:: Task goal ::
Look for "Annotation task. Serialize" in the entries below. Write out that line and all later lines exactly, ending with the final one.

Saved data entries
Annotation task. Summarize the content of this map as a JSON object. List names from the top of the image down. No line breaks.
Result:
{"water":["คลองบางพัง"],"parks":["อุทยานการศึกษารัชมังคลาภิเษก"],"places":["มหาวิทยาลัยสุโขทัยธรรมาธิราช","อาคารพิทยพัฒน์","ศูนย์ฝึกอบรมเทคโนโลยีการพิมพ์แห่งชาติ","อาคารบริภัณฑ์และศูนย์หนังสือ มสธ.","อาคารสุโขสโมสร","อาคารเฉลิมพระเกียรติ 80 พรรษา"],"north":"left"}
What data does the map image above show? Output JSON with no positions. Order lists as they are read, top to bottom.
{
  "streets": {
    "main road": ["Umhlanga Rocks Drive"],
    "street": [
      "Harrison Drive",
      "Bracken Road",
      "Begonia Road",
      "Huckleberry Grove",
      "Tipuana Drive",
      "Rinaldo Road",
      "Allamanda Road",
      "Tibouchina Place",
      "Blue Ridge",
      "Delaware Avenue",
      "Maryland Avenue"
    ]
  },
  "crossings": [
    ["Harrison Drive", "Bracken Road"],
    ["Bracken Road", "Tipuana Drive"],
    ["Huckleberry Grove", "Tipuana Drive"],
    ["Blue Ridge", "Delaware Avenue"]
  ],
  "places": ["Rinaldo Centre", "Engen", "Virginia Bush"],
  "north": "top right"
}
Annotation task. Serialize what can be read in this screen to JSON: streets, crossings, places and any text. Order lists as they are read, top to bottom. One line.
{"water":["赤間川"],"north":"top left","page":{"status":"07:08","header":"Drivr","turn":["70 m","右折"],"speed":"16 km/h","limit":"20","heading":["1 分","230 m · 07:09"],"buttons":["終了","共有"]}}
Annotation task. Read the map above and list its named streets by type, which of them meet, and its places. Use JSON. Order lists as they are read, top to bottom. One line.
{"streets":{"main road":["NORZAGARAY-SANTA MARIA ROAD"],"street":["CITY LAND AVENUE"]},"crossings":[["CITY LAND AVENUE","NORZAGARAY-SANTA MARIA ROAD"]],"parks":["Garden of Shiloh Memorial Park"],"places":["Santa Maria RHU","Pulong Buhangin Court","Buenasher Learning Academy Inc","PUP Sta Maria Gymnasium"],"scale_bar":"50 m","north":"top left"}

:: Response to this task ::
Annotation task. Serialize what can be read in this screen to JSON: streets, crossings, places and any text. Order lists as they are read, top to bottom. One line.
{"water":["赤間川"],"north":"top left","page":{"status":"07:08","header":"Drivr","turn":["70 m","右折"],"speed":"16 km/h","limit":"20","heading":["1 分","230 m · 07:09"],"buttons":["終了","共有"]}}
Annotation task. Read the map above and list its named streets by type, which of them meet, and its places. Use JSON. Order lists as they are read, top to bottom. One line.
{"streets":{"main road":["NORZAGARAY-SANTA MARIA ROAD"],"street":["CITY LAND AVENUE"]},"crossings":[["CITY LAND AVENUE","NORZAGARAY-SANTA MARIA ROAD"]],"parks":["Garden of Shiloh Memorial Park"],"places":["Santa Maria RHU","Pulong Buhangin Court","Buenasher Learning Academy Inc","PUP Sta Maria Gymnasium"],"scale_bar":"50 m","north":"top left"}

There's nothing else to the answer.